>>>
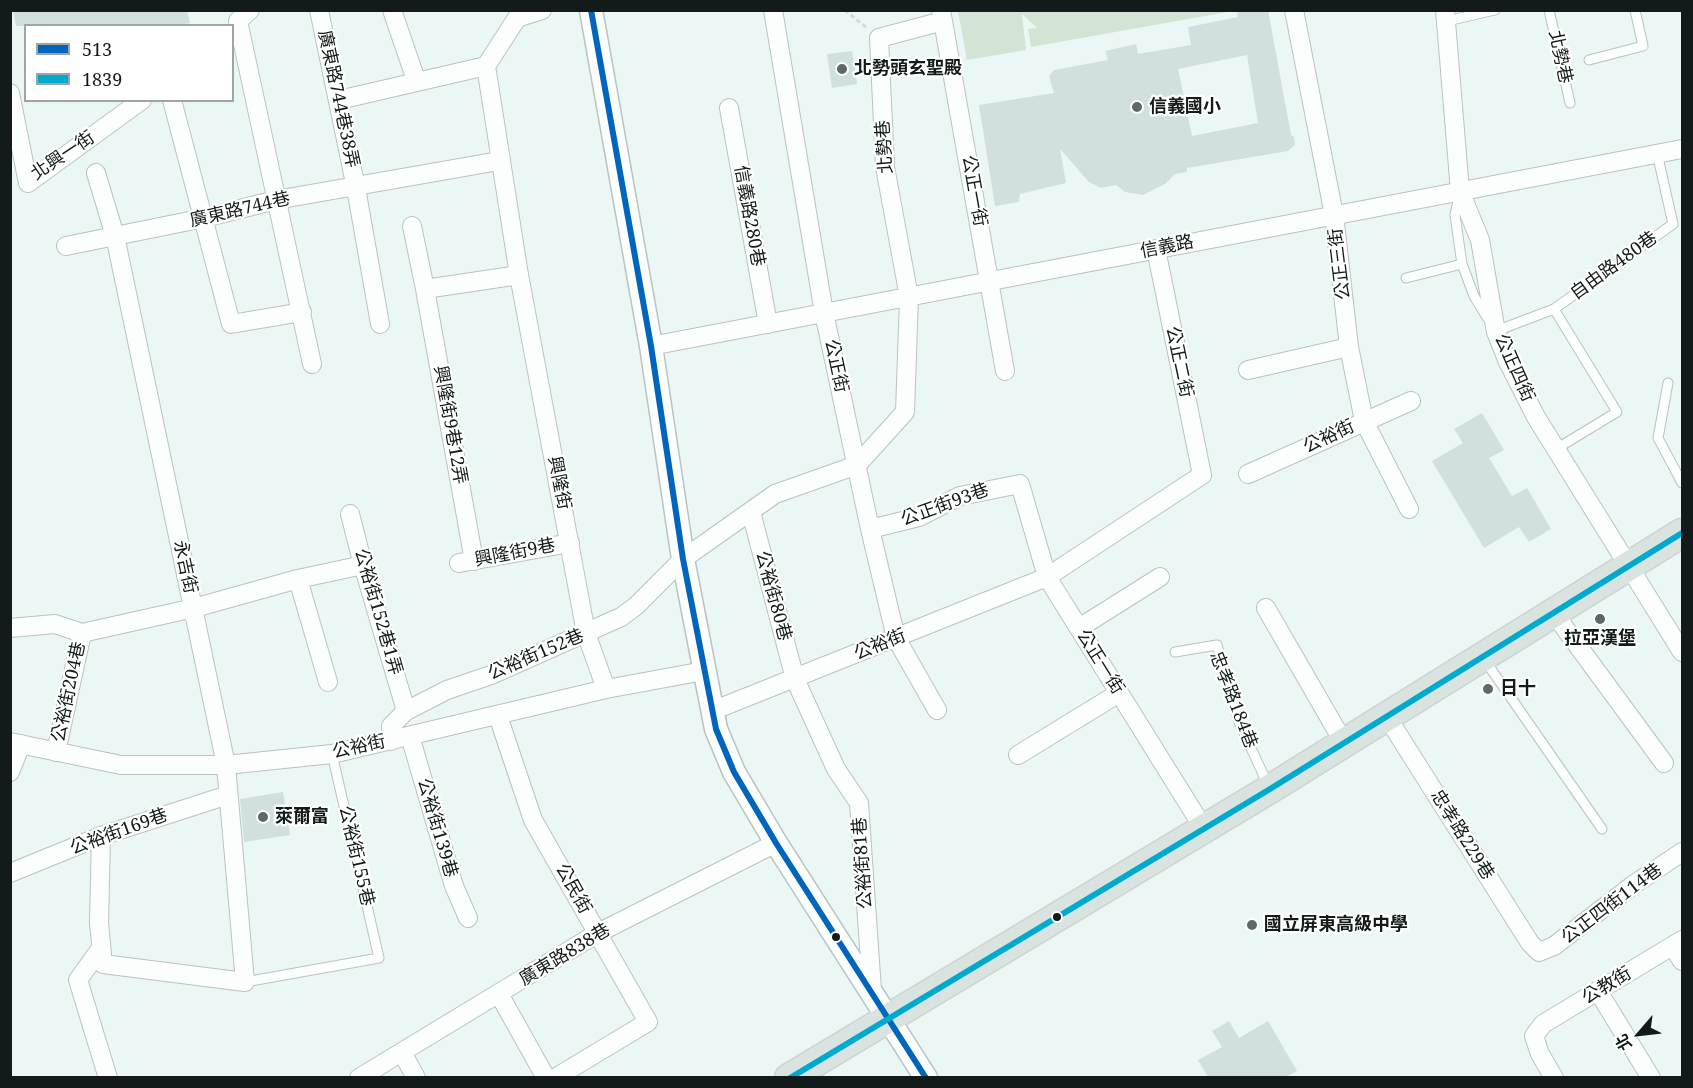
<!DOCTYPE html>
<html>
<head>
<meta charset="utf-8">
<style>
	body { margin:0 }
	#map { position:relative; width:1693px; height:1088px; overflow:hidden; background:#eaf7f4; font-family:"Noto Serif","Noto Sans TC",serif }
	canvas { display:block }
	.frame { position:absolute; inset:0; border:12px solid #121b19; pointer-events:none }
	.legend { position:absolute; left:24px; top:24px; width:210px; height:78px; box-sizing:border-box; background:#fff; border:2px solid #a0a4a3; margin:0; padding:8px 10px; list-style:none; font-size:18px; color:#121b19 }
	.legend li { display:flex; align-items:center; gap:12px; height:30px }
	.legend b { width:30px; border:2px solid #a0a4a3 }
	.north { position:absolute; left:1609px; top:1004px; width:60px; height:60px; -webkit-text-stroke:4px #fff; paint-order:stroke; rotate:242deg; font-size:16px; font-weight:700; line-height:24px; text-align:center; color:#121b19 }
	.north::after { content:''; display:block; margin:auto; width:21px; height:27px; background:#121b19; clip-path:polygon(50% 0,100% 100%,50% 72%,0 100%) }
</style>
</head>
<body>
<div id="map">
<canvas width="1693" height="1088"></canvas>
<div class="frame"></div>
<ul class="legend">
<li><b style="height:8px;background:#0065bd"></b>513</li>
<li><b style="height:8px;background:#00a9ce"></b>1839</li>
</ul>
<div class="north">北</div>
</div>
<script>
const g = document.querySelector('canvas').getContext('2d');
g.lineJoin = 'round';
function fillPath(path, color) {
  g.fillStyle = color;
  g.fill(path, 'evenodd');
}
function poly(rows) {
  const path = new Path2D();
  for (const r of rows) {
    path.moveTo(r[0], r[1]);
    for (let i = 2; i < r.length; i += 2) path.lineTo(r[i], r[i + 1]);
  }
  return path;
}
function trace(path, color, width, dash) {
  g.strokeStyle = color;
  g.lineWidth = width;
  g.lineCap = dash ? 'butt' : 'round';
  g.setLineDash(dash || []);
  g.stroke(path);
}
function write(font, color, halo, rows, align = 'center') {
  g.font = font + ' "Noto Serif","Noto Sans TC",serif';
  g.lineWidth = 4.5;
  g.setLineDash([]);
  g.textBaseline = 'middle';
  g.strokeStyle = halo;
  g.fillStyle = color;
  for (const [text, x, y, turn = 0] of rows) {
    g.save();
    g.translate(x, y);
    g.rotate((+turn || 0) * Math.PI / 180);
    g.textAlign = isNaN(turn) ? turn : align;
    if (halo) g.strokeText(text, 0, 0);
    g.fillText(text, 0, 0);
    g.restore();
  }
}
const green = poly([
	[958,11,1233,10,1233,11,1031,47,1028,29,1037,28,1022,14,1026,50,967,60]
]);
const building = poly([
	[13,10,187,10,190,23,177,26,16,26],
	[1237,10,1268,10,1291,135,1294,137,1295,145,1288,151,1187,168,1187,172,1175,174,1165,184,1143,195,1125,192,1116,185,1101,188,1089,182,1060,149,1066,183,1020,194,1019,202,995,206,979,105,1054,93,1049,76,1054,70,1108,60,1105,51,1136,44,1138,54,1191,45,1188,27,1238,17],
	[1247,55,1258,123,1192,136,1178,69],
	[852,51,857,84,832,88,827,54],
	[1482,413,1504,450,1489,458,1512,496,1527,488,1551,529,1529,542,1519,527,1484,548,1432,461,1463,443,1454,429],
	[283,792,290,835,244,842,240,799],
	[1229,1021,1239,1038,1268,1021,1297,1071,1286,1077,1208,1077,1198,1060,1222,1047,1212,1031]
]);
const path = poly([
	[845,10,867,28]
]);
const service = poly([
	[1549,10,1570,103],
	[1447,21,1495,10],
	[1589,60,1643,46,1635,10],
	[1459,196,1455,215,1462,264,1474,296,1488,319],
	[1406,278,1462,264],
	[1554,309,1673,224,1657,153],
	[1496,331,1554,309,1617,412,1556,449],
	[1668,383,1658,438,1682,483],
	[1175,652,1217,645,1239,722,1269,787],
	[1484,659,1602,829],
	[245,982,379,958,332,754]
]);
const minor = poly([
	[250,10,238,21,312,364],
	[319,10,356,188,380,324],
	[392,10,416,80],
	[542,10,517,18,486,66,519,275,586,633,606,689],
	[773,10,824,313,870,529,896,638,937,710],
	[941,10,1005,371],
	[1294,10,1334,215,1349,347,1364,421,1409,509],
	[1445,10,1460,191,1480,240,1496,332,1508,362,1536,417,1682,652],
	[10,93,28,183,142,100],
	[172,100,231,324,302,312],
	[339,100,486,66],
	[729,108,768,324],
	[96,173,115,236,226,765,245,982,103,964,99,923,101,836],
	[412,226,425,289,519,275],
	[66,246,204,218,276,200,499,161],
	[425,289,474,561],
	[651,346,1682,149],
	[1248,370,1349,347],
	[1248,474,1411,401],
	[751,512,795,679,836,769,859,803,872,990],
	[350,514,363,565,406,711],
	[870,529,919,517,960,496,1020,484,1047,577,1204,829],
	[459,563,570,543],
	[298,579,328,682],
	[1266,608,1344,743],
	[1553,612,1664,763],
	[10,628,55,624,82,633,194,608,298,579,363,565],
	[1079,628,1160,577],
	[712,711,1047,577,1202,475,1156,249],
	[498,716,533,820,648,1022,555,1078],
	[1387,717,1530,943,1539,952,1554,946,1633,885,1682,852],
	[410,736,454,886,468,918],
	[391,741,391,726,406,711,447,690,491,675,621,617,636,606,683,559,775,494,857,465,905,412,909,297,885,167,879,38,943,21],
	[10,742,121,765,226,765,332,754,606,689,704,671],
	[56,752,82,633],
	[1018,755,1119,693],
	[10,772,21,744],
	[10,873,101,836,228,795],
	[1673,946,1682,961],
	[101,948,78,980,108,1078],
	[1598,991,1651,1078],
	[499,994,546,1078],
	[402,1052,416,1078],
	[359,1078,598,933,776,843],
	[1554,1078,1540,1054,1534,1036,1543,1024,1682,940]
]);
const tertiary = poly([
	[591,10,651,346,683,559,716,729,734,772,776,843,926,1078]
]);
const primary = poly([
	[789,1078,1270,789,1682,533]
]);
const bus1 = poly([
	[591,10,651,346,683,559,716,729,734,772,776,843,926,1078]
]);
const bus2 = poly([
	[790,1078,1270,789,1682,533]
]);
const markers = [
	[842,69,6,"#5e6866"],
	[1137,107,6,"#5e6866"],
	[1600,619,6,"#5e6866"],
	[1488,689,6,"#5e6866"],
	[263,817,6,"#5e6866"],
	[1057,917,5,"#121b19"],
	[1252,925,6,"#5e6866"],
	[836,937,5,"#121b19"]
];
const streetNames = [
	["北勢巷",1560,57,78],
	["廣東路744巷38弄",338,99,78],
	["北勢巷",885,147,-94],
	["北興一街",63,156,-34],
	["公正一街",974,191,80],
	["廣東路744巷",240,210,-13],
	["信義路280巷",749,216,80],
	["信義路",1167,247,-11],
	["公正三街",1340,264,-97],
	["自由路480巷",1614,266,-36],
	["公正二街",1179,362,78],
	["公正街",836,366,78],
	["公正四街",1514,368,66],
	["興隆街9巷12弄",450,425,80],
	["公裕街",1329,437,-25],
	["興隆街",559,483,79],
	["公正街93巷",945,505,-20],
	["興隆街9巷",515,553,-11],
	["永吉街",185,567,78],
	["公裕街80巷",773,596,75],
	["公裕街152巷1弄",378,612,74],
	["公裕街",880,645,-22],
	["公裕街152巷",536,655,-23],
	["公正一街",1100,662,58],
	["公裕街204巷",69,692,-78],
	["忠孝路184巷",1233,700,69],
	["公裕街",359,747,-12],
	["公裕街139巷",437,828,74],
	["公裕街169巷",119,832,-20],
	["忠孝路229巷",1462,835,58],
	["公裕街155巷",356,856,77],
	["公裕街81巷",863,863,-94],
	["公民街",573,889,61],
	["公正四街114巷",1612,904,-37],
	["廣東路838巷",565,955,-31],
	["公教街",1607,986,-31]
];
const poiNames = [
	["北勢頭玄聖殿",854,69],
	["信義國小",1149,107],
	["拉亞漢堡",1600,639,"center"],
	["日十",1500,689],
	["萊爾富",275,817],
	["國立屏東高級中學",1264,925]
];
fillPath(green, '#d3e4d4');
fillPath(building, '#d2dfdf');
trace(service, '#b9c3c1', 11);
trace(minor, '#b9c3c1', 20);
trace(tertiary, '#b9c3c1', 25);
trace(primary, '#cdd3d2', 31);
trace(path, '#d4d8d7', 3, [4.5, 3]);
trace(service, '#fcfefd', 9);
trace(minor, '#fcfefd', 18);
trace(tertiary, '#fcfefd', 22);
trace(primary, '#d9e4e0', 28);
trace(bus1, '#0065bd', 6);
trace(bus2, '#00a9ce', 6);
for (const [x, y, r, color] of markers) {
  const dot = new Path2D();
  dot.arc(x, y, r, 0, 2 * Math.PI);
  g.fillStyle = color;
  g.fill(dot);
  trace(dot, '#fff', 2);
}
write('18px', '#121b19', '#fff', streetNames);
write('bold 18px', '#121b19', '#fff', poiNames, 'left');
</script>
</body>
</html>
<<<
• [The problem] Exact duplication is required for the lines above, from the line that contains "return path;" to the line that contains "[845,10,867,28]", inclusive; omit all others.

• [Solved exercise]
  return path;
}
function trace(path, color, width, dash) {
  g.strokeStyle = color;
  g.lineWidth = width;
  g.lineCap = dash ? 'butt' : 'round';
  g.setLineDash(dash || []);
  g.stroke(path);
}
function write(font, color, halo, rows, align = 'center') {
  g.font = font + ' "Noto Serif","Noto Sans TC",serif';
  g.lineWidth = 4.5;
  g.setLineDash([]);
  g.textBaseline = 'middle';
  g.strokeStyle = halo;
  g.fillStyle = color;
  for (const [text, x, y, turn = 0] of rows) {
    g.save();
    g.translate(x, y);
    g.rotate((+turn || 0) * Math.PI / 180);
    g.textAlign = isNaN(turn) ? turn : align;
    if (halo) g.strokeText(text, 0, 0);
    g.fillText(text, 0, 0);
    g.restore();
  }
}
const green = poly([
	[958,11,1233,10,1233,11,1031,47,1028,29,1037,28,1022,14,1026,50,967,60]
]);
const building = poly([
	[13,10,187,10,190,23,177,26,16,26],
	[1237,10,1268,10,1291,135,1294,137,1295,145,1288,151,1187,168,1187,172,1175,174,1165,184,1143,195,1125,192,1116,185,1101,188,1089,182,1060,149,1066,183,1020,194,1019,202,995,206,979,105,1054,93,1049,76,1054,70,1108,60,1105,51,1136,44,1138,54,1191,45,1188,27,1238,17],
	[1247,55,1258,123,1192,136,1178,69],
	[852,51,857,84,832,88,827,54],
	[1482,413,1504,450,1489,458,1512,496,1527,488,1551,529,1529,542,1519,527,1484,548,1432,461,1463,443,1454,429],
	[283,792,290,835,244,842,240,799],
	[1229,1021,1239,1038,1268,1021,1297,1071,1286,1077,1208,1077,1198,1060,1222,1047,1212,1031]
]);
const path = poly([
	[845,10,867,28]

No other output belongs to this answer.